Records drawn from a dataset

- - - -

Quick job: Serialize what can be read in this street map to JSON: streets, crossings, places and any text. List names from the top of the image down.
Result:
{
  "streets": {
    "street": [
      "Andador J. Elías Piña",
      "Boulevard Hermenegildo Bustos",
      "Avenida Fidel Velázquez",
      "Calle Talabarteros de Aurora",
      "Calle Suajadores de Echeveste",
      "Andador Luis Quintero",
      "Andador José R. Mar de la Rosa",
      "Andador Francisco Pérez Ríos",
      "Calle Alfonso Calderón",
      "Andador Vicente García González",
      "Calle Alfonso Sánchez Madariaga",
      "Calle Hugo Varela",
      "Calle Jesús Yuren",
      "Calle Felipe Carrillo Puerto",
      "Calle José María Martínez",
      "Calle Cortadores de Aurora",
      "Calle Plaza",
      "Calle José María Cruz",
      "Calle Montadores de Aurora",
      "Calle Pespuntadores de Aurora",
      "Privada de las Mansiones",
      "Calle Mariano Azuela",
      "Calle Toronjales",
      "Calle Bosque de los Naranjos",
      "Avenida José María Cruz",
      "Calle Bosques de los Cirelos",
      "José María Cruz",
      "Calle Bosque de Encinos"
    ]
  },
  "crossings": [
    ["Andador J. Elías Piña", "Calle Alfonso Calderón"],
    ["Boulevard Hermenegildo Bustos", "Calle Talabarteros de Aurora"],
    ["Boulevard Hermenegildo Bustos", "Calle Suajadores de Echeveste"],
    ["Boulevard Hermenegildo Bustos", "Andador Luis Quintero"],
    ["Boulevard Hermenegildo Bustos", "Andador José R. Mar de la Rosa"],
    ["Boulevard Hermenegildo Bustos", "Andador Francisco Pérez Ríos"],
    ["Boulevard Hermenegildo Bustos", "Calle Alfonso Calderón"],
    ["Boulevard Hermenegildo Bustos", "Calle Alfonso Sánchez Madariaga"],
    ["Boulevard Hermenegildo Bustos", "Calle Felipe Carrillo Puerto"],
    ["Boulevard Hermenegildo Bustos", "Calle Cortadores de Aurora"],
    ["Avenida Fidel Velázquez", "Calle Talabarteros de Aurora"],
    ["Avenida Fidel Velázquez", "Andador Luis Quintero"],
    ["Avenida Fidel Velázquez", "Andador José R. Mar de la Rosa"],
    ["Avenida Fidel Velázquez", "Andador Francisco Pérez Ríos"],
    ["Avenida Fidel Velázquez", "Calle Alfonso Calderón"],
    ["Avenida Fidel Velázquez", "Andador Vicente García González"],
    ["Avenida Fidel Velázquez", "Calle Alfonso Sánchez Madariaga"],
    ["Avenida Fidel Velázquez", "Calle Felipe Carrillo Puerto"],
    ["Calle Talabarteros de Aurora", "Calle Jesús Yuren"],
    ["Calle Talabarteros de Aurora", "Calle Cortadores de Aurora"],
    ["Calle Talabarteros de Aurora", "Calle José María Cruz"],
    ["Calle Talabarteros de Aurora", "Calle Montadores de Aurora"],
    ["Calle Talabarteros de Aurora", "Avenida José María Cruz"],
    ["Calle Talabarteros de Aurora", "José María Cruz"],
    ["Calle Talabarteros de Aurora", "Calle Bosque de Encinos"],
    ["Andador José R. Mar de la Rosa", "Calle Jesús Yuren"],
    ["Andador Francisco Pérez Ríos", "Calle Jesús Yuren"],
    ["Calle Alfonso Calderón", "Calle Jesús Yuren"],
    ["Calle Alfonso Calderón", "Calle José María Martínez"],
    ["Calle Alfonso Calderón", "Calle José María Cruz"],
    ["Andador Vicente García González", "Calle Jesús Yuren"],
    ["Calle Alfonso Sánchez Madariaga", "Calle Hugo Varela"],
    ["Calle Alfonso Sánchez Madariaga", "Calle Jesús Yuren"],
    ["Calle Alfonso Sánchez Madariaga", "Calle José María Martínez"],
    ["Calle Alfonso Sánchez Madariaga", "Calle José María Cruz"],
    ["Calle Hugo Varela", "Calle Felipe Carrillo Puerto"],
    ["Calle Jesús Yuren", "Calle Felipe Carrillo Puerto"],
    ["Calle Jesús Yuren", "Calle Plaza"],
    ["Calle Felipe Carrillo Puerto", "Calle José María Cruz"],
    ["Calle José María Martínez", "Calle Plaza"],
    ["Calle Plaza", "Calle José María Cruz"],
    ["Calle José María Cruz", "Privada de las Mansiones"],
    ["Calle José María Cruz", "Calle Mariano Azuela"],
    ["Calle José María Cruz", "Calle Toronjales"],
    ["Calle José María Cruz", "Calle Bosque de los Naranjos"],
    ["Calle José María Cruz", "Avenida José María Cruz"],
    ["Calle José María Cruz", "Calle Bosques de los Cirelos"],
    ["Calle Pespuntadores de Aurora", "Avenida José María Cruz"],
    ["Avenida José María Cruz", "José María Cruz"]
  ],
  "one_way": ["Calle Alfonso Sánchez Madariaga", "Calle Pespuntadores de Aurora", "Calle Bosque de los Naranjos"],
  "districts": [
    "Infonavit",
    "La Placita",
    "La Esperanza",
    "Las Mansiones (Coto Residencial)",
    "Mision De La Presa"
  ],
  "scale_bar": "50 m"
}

- - - -

> [Activity]:
Go through the records and show every line with the string "Luis" in it.

> [Response to the task]:
      "Andador Luis Quintero",
    ["Boulevard Hermenegildo Bustos", "Andador Luis Quintero"],
    ["Avenida Fidel Velázquez", "Andador Luis Quintero"],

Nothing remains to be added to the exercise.